REXFORD, N.Y. (NEWS10) — On Sunday, October 30, at 1 p.m., 102-year-old musician and World War II Veteran, Earl St. Onge, will be joined by friends and fellow musicians for a jam session at his home at Coburg Village, an independent living community in Rexford. Throughout the summer and fall, Earl and area musicians have been delighting residents with impromptu bluegrass jam sessions on the Coburg Village grounds.
A self-taught musician, Earl has been playing stringed instruments since he was a young boy. He was born in Tupper Lake, New York, on New Year’s Day in 1920. When he was four years old his family moved to Graham, North Carolina, where he attended grade school.
At that time there was no television, and radio was just coming into its own. The only other entertainment was listening to phonograph records. So, Earl and his family would pass the time making their own music. One brother played the violin, his other brother played the piano, Earl the guitar, and his dad the harmonica. The family would often attend local fiddlers’ conventions. During the depression era, many families couldn’t afford to buy records, so they would get together and play with other musicians at the conventions.
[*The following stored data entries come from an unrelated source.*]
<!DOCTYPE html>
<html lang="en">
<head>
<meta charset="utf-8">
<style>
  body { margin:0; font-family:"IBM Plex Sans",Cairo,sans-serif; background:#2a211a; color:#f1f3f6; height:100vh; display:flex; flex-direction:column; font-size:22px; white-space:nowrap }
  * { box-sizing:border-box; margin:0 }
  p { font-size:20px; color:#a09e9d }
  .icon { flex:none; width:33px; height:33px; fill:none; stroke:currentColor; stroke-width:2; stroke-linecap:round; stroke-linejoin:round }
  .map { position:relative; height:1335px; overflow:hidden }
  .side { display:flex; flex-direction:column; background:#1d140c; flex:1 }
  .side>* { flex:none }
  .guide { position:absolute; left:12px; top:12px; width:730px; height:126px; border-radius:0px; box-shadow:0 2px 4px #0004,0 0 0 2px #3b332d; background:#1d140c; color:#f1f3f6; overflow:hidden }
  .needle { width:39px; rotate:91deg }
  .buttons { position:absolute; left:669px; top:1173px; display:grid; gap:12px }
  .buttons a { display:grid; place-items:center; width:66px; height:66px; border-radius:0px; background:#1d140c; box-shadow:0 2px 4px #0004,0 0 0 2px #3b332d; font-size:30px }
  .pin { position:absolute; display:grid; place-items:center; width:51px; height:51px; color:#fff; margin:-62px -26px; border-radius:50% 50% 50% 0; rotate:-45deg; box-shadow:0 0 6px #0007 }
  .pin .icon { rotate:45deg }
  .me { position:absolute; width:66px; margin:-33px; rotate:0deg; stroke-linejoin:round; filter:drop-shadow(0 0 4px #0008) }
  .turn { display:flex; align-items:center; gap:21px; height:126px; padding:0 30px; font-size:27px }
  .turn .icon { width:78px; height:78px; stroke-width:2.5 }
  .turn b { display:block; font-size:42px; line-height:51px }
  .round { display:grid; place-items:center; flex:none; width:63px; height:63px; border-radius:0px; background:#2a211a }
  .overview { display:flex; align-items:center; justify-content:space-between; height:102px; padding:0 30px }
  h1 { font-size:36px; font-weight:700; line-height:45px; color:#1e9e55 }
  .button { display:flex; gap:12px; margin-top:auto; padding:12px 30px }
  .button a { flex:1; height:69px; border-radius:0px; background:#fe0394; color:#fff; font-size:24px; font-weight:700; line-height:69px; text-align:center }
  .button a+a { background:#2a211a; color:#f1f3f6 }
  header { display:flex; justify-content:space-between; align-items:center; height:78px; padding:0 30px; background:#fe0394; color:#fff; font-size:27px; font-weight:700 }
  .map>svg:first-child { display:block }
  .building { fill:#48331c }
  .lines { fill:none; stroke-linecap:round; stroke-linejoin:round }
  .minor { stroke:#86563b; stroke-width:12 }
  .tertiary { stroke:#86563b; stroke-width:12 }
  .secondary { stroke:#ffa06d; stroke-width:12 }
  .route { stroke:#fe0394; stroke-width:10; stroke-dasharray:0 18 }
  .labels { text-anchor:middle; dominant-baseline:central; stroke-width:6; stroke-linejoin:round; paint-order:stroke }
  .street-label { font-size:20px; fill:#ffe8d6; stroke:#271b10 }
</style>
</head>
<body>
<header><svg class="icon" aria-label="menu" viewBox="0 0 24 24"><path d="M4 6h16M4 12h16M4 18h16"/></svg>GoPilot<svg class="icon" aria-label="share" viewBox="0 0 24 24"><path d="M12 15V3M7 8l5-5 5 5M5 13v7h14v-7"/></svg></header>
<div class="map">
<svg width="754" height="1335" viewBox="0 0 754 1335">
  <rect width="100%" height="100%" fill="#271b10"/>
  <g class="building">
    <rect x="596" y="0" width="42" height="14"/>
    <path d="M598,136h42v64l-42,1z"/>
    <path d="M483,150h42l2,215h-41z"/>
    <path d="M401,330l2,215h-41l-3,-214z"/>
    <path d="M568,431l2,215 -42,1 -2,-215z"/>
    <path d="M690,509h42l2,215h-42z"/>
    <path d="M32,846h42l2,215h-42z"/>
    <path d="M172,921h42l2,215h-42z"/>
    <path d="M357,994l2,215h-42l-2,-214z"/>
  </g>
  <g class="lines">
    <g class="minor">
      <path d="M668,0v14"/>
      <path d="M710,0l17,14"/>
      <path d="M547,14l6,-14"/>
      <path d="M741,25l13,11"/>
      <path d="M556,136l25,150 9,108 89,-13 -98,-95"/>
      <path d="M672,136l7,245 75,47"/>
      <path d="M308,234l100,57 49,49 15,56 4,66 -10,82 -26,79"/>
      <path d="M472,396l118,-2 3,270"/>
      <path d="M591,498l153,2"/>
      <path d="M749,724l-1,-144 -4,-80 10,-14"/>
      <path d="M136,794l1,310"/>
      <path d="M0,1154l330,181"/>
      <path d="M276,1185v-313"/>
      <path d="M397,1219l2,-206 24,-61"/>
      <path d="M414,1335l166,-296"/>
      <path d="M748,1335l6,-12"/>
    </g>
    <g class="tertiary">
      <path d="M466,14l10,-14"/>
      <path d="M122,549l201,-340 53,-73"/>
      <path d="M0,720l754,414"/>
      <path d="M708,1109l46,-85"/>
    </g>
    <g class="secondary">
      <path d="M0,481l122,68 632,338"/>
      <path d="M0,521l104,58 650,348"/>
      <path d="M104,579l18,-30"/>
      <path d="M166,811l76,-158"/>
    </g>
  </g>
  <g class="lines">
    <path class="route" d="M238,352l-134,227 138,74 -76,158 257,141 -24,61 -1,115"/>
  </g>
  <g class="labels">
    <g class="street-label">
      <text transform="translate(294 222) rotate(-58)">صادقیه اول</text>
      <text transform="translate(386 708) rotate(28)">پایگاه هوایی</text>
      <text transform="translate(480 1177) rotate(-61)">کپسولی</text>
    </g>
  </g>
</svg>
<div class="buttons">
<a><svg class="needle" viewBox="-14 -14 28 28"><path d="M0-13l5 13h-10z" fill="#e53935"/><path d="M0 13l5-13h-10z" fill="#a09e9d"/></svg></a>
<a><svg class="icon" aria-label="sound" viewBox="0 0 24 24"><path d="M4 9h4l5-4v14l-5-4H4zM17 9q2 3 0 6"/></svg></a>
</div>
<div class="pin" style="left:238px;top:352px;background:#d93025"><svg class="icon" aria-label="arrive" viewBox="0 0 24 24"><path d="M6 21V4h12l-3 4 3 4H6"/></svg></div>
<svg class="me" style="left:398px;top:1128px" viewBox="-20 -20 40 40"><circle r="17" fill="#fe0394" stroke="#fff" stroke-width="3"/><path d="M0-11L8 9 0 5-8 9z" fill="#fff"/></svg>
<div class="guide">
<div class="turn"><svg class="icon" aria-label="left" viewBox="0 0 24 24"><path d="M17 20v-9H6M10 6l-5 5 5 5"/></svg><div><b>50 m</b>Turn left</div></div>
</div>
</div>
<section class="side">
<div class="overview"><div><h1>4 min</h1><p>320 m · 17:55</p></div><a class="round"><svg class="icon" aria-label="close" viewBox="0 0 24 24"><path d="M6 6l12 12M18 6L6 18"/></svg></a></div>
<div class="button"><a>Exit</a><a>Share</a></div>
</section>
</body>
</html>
When Earl was 14, he and his family moved back north to the Oneonta area. He, his dad, and his brothers formed a family band. The band became well-known in the area, mostly playing at dances. At one point they were playing six nights a week—but never on Sundays and never in bars.
When World War II broke out on Dec. 7, 1941, Earl quickly realized that at age 21, he was the perfect candidate for the draft. He decided to take matters into his own hands, and in January, enlisted in the Army. After training, he went on active duty in the South Pacific where he spent two-and-a-half years in the jungles.
Just before the United States entered the Philippines, Earl had just enough points to come back to the States where he was stationed in California. Being happy just to be alive and well, Earl bought himself a Harley. When the war ended, he hopped on his new bike and headed back east to be officially discharged. He traveled from California to New York on the famous Route 66.
Earl arrived back home to Oneonta to learn that his girlfriend had married someone else. In retrospect, that was a good thing— it led Earl to his wife, Eloise.
Through the GI Bill, Earl was able to go to school for radio and communications. After graduating, he worked at Motorola; he then went on to General Electric; eventually ending up in its research lab.
He and Eloise lived in Loudonville, Watervliet, and then eventually ended up in their home in Burnt Hills where they lived for 57 years. Together they raised three children—two boys, and a girl. Earl and Eloise were married for 70 years.
Eloise, known far and wide for her amazing pie-making skills, passed away six years ago. Earl describes his wife lovingly as one of the most unselfish people you will ever meet.
After the war, Earl’s brothers also went back to school and the family band dissolved. Earl’s love of music continued. Wherever life’s journey took him, he always found musicians to share his passion. At age 69, Earl started playing the fiddle. He frequented bluegrass music festivals where he met and played with other musicians. Some of those musicians still come to play with Earl at Coburg Village.
After Eloise passed, Earl lived alone for two years with Becca, their cherished poodle. He decided to move to Coburg Village, which Earl describes as the best move he ever made. When he first moved to the community, he wasn’t able to walk down his own hallway without taking a break. He’s now averaging 4,500 steps per day.
Earl keeps his mind sharp by memorizing the first names of all his friends. When he turned 100, Coburg Village held a birthday celebration in his honor. He was able to greet all 185 people at the event by their first names.
Earl’s doctor is amazed by his continued good health and keen mind. Earl attributes his health to
exercise, and the good meals he enjoys at Coburg Village.
If you are lucky, you can catch one of Earl’s jam sessions. You might also hear Earl playing the fiddle inside his apartment with the accompaniment of a CD. His dog, Becca, likes his music too, sitting by his side as he plays.